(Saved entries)
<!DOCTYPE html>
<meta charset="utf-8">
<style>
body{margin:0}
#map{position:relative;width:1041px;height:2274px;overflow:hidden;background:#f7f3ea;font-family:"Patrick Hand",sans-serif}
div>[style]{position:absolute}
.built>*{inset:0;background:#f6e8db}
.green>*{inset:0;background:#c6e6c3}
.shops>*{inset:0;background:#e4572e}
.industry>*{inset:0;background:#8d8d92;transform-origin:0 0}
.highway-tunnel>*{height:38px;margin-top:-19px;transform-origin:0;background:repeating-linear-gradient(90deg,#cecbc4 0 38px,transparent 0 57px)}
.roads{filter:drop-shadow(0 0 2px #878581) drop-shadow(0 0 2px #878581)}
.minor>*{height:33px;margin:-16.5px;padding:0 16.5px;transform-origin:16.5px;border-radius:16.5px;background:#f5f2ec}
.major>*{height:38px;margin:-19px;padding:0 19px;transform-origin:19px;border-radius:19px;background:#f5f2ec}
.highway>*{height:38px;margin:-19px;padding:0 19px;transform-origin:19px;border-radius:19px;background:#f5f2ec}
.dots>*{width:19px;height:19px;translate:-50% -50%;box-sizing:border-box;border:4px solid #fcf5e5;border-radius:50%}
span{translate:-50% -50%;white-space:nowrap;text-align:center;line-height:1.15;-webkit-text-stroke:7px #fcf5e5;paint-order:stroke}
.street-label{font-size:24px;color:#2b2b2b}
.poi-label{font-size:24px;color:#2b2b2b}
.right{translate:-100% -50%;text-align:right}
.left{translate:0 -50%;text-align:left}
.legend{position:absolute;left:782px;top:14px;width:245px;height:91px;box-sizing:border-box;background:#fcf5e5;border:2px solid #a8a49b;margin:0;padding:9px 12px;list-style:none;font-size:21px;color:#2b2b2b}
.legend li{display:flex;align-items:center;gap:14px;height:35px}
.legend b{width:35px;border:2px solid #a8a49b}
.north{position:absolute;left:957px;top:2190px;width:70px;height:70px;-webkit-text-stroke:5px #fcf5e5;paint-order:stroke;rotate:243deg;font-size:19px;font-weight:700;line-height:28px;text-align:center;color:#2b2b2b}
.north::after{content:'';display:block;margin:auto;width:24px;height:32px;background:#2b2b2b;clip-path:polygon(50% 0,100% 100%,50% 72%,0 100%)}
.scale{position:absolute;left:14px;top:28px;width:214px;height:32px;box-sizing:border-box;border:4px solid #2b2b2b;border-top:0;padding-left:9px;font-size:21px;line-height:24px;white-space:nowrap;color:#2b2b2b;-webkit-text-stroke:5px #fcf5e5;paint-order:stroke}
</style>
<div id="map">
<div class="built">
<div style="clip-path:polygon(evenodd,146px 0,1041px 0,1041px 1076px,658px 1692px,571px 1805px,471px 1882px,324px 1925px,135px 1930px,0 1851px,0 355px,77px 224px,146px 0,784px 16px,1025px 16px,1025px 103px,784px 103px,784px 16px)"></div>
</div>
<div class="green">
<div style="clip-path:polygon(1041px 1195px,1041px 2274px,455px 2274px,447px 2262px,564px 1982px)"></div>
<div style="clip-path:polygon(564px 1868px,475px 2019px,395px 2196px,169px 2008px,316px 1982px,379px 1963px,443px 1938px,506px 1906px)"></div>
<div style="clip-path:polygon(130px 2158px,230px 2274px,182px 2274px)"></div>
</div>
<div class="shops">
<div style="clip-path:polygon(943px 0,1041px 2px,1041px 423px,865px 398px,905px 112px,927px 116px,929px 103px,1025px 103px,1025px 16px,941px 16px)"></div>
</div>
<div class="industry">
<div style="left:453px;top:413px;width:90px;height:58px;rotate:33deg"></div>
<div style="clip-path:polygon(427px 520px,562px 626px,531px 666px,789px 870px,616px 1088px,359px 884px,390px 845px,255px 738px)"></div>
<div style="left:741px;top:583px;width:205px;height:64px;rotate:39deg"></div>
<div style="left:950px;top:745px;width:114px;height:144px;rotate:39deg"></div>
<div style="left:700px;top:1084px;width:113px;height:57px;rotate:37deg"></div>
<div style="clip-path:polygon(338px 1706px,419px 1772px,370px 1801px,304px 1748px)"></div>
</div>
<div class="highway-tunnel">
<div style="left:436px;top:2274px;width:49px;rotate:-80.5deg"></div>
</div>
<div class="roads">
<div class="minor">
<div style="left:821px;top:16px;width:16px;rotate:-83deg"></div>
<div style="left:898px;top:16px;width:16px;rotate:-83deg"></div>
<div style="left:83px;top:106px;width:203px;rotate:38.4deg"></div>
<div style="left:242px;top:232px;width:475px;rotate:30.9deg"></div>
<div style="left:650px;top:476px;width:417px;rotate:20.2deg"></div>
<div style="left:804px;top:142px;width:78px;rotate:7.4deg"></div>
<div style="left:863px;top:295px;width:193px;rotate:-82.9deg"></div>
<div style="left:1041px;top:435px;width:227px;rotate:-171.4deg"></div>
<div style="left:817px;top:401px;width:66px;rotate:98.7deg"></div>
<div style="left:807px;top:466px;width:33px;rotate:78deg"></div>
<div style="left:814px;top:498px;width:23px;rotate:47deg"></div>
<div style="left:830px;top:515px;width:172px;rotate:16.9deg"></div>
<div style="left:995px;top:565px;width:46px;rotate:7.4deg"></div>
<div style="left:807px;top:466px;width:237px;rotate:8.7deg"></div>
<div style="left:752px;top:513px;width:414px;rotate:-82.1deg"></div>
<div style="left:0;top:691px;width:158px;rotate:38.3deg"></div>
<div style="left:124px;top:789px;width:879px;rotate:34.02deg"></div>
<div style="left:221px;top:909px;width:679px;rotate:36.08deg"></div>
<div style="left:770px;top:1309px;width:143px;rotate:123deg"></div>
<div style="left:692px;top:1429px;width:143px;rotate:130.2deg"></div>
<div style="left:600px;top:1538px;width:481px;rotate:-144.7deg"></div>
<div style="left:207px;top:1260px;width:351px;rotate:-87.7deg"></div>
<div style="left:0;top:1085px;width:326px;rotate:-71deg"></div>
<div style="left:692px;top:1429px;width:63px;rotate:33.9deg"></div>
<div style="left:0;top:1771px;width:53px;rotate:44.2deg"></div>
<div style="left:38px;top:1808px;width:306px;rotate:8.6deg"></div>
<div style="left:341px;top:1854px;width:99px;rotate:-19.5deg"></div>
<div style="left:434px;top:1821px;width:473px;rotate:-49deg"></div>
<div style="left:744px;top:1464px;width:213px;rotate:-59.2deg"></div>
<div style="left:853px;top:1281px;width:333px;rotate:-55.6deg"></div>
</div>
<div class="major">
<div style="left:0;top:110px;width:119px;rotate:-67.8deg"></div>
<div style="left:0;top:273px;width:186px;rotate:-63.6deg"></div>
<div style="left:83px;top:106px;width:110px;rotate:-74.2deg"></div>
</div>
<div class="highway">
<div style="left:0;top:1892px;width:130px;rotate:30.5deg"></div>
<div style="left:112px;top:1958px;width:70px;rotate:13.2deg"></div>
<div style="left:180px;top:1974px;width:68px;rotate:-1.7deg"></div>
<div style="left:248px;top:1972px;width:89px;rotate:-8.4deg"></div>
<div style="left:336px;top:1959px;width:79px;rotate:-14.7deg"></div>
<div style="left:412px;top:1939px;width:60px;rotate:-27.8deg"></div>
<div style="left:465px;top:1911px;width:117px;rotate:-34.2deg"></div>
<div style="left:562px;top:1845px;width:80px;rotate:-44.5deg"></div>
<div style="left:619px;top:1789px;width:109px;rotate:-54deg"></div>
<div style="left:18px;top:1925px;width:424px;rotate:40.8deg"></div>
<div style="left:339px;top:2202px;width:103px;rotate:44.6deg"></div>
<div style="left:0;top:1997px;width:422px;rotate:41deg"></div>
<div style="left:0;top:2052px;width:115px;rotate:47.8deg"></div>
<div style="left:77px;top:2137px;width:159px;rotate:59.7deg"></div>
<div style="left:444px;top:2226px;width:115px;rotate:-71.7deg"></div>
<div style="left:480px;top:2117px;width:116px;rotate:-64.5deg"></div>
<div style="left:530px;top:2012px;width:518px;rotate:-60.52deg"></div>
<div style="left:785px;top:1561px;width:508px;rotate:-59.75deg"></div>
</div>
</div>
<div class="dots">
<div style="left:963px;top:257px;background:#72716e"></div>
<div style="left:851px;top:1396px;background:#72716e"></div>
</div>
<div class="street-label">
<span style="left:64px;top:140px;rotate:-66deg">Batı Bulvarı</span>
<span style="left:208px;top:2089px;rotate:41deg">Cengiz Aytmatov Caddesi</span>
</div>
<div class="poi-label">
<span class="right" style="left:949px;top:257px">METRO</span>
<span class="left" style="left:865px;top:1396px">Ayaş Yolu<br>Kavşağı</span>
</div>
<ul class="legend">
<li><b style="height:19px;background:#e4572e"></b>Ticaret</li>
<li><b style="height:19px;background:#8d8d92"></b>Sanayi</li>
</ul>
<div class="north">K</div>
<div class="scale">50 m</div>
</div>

[Task description]
In the records above, find the line containing "2px #878581) drop-shadow(0" and restate word for word every line from the first through that one.

[Answer box]
<!DOCTYPE html>
<meta charset="utf-8">
<style>
body{margin:0}
#map{position:relative;width:1041px;height:2274px;overflow:hidden;background:#f7f3ea;font-family:"Patrick Hand",sans-serif}
div>[style]{position:absolute}
.built>*{inset:0;background:#f6e8db}
.green>*{inset:0;background:#c6e6c3}
.shops>*{inset:0;background:#e4572e}
.industry>*{inset:0;background:#8d8d92;transform-origin:0 0}
.highway-tunnel>*{height:38px;margin-top:-19px;transform-origin:0;background:repeating-linear-gradient(90deg,#cecbc4 0 38px,transparent 0 57px)}
.roads{filter:drop-shadow(0 0 2px #878581) drop-shadow(0 0 2px #878581)}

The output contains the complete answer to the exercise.